__Your instructions__:
Report each line of the records where "bottom" occurs.

__Supplied material__:

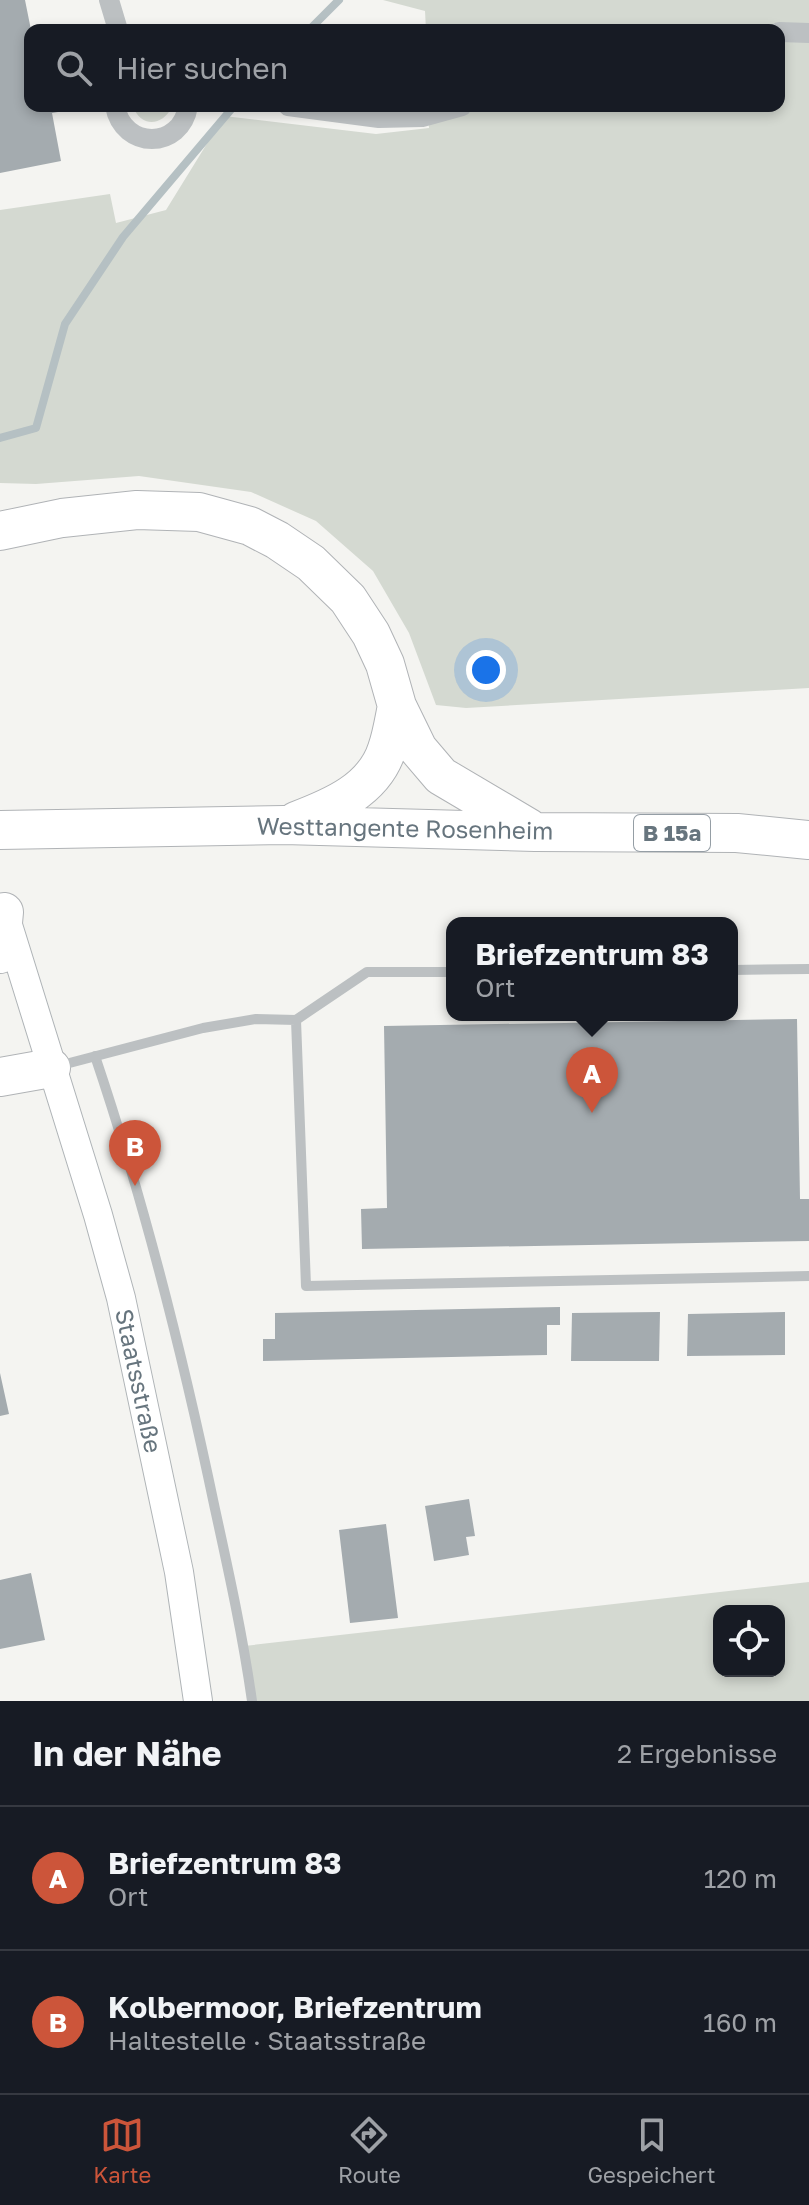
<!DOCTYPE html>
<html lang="de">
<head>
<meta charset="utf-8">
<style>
	:root { --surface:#171b24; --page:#20242c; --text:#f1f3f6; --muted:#9ea1a6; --line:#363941; --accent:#cc553a }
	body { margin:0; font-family:"Golos Text",sans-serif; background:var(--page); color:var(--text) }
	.controls { position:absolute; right:24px; bottom:24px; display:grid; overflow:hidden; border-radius:16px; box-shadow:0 4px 12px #0003 }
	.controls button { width:72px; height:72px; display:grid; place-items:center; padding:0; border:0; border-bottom:2px solid var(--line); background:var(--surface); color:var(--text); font:40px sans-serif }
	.you { position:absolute; left:486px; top:670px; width:28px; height:28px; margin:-20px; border:6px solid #fff; border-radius:50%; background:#1a73e8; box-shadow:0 0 0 12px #1a73e833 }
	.badge { display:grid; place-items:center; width:52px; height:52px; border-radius:50%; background:var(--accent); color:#fff; font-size:26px; font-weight:700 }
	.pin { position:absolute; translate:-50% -66px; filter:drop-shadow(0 2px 4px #0008) }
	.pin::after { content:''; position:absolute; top:42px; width:28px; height:24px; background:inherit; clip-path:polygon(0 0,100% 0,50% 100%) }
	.popup { position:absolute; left:446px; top:917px; width:292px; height:104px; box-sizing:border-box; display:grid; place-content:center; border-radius:16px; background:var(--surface); filter:drop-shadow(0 2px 6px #0005); font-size:26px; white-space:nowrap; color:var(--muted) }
	.popup b { font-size:30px; color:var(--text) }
	.popup::after { content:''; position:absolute; left:50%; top:100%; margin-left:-16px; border:16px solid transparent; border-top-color:var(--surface) }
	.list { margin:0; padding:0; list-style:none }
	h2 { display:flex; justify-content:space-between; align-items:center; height:104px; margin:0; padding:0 32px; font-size:34px }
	h2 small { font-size:26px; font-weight:400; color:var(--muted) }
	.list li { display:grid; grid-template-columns:52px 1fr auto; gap:24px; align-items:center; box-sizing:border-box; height:144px; padding:0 32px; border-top:2px solid var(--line) }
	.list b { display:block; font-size:30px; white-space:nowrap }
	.list p { margin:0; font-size:26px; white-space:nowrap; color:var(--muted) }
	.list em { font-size:26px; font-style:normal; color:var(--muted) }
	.icon { flex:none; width:44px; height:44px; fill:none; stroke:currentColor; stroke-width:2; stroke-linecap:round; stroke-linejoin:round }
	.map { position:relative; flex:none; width:809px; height:1701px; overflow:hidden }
	.search { position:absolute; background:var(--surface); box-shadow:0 4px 12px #0003; left:24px; right:24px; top:24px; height:88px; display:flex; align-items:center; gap:20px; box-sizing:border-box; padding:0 28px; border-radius:16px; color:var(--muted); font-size:30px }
	.sheet { height:392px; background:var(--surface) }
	nav { display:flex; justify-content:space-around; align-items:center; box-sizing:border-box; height:112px; border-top:2px solid var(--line); background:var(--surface); font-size:22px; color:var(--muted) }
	nav a { display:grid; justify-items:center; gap:4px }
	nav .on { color:var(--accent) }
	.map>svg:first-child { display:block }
</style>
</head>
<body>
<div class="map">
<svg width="809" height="1701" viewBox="0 0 809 1701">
	<rect width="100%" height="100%" fill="#f4f4f1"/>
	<path fill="#d4d9d1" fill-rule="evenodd" d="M383,0H809V688L466,708L436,705L409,633L373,571L316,521L251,492L139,476L36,484L0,483V210L110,194L116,223L166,210L224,116L376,134L429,128L428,106H779V30H426L425,11Z
		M133,106H172V107C162,127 140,127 133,106Z
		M809,1582V1701H252L244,1646ZM719,1611H779V1671H719Z"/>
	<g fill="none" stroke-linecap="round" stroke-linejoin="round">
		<path stroke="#b5c0c3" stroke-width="8" d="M309,30L339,0
			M0,438L36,428L65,324L123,237L234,106"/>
	</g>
	<path fill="#a4abaf" d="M0,0H25L31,30L30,106H69L70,110L52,113L61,161L0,173Z
		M797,1019L800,1199H809V1241L362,1249L361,1209L387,1208L384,1026Z
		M560,1307V1325H547V1355L263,1361V1339H275V1313Z
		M660,1312L659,1361H571L572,1313Z
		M785,1312V1355L687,1356L688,1314Z
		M0,1373L9,1414L0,1416Z
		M469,1499L475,1536L466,1537L469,1555L434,1561L425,1506Z
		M386,1524L398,1618L350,1623L339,1530Z
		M31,1573L45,1640L0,1649V1580Z"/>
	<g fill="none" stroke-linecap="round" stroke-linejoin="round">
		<g stroke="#afb4b7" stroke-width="30">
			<path id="secondary" d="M7,922L98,1215L121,1298L179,1572L198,1701"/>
		</g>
		<g stroke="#b0b3b6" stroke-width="40">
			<path id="highway" d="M0,531L62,518L137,510L199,512L250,526L277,540L311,563L348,599L371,634L385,664L397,706L418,749L441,776L529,828
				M296,821C333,807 374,790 387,749C392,735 394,720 397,706
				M0,830L284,825L535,832L737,833L809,840
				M0,954L4,912
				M0,1077L51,1068"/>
		</g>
		<path stroke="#bcc0c2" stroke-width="10" d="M732,970L809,969
			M296,1020L306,1286L809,1276
			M95,1056C145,1204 183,1356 215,1509C229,1573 243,1637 252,1701
			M58,1066L203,1028L256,1019L296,1020L367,972H452"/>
		<path stroke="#bcc0c2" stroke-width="20" d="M109,0L118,30
			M779,32L809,33
			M115,106C123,150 181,150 188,106
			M288,106L379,118L422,117L462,106"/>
		<use href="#secondary" stroke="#fff" stroke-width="28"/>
		<use href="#highway" stroke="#fff" stroke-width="38"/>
	</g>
	<g text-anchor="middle" stroke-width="8" stroke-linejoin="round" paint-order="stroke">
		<rect fill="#fff" stroke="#959ea5" stroke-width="2" x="634" y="815" width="76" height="36" rx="6"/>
		<g font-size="22" font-weight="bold" fill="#67757e">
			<text x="672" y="841">B 15a</text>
		</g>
		<g font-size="24" fill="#67757e" stroke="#fff">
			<text transform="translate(405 829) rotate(1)" y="8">Westtangente Rosenheim</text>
			<text transform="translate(138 1381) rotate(78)" y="8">Staatsstraße</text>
		</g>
	</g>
</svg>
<div class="controls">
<button><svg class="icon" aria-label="locate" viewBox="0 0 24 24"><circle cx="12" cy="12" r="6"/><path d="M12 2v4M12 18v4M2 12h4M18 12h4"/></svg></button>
</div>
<div class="you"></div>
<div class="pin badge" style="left:592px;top:1113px">A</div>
<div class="popup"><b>Briefzentrum 83</b>Ort</div>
<div class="pin badge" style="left:135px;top:1186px">B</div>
<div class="search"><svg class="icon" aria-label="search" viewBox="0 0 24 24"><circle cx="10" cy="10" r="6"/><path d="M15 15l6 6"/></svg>Hier suchen</div>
</div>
<section class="sheet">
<h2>In der Nähe<small>2 Ergebnisse</small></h2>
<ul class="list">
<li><span class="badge">A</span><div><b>Briefzentrum 83</b><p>Ort</p></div><em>120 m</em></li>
<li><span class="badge">B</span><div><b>Kolbermoor, Briefzentrum</b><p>Haltestelle · Staatsstraße</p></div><em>160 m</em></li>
</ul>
</section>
<nav>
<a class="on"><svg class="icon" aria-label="map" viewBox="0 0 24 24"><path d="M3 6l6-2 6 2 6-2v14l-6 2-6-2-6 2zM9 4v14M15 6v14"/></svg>Karte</a>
<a><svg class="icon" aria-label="directions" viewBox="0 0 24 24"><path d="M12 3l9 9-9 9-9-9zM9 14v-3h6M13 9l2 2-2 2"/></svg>Route</a>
<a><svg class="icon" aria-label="saved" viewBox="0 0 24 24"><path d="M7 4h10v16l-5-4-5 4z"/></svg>Gespeichert</a>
</nav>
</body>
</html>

__Answer below__:
	.controls { position:absolute; right:24px; bottom:24px; display:grid; overflow:hidden; border-radius:16px; box-shadow:0 4px 12px #0003 }
	.controls button { width:72px; height:72px; display:grid; place-items:center; padding:0; border:0; border-bottom:2px solid var(--line); background:var(--surface); color:var(--text); font:40px sans-serif }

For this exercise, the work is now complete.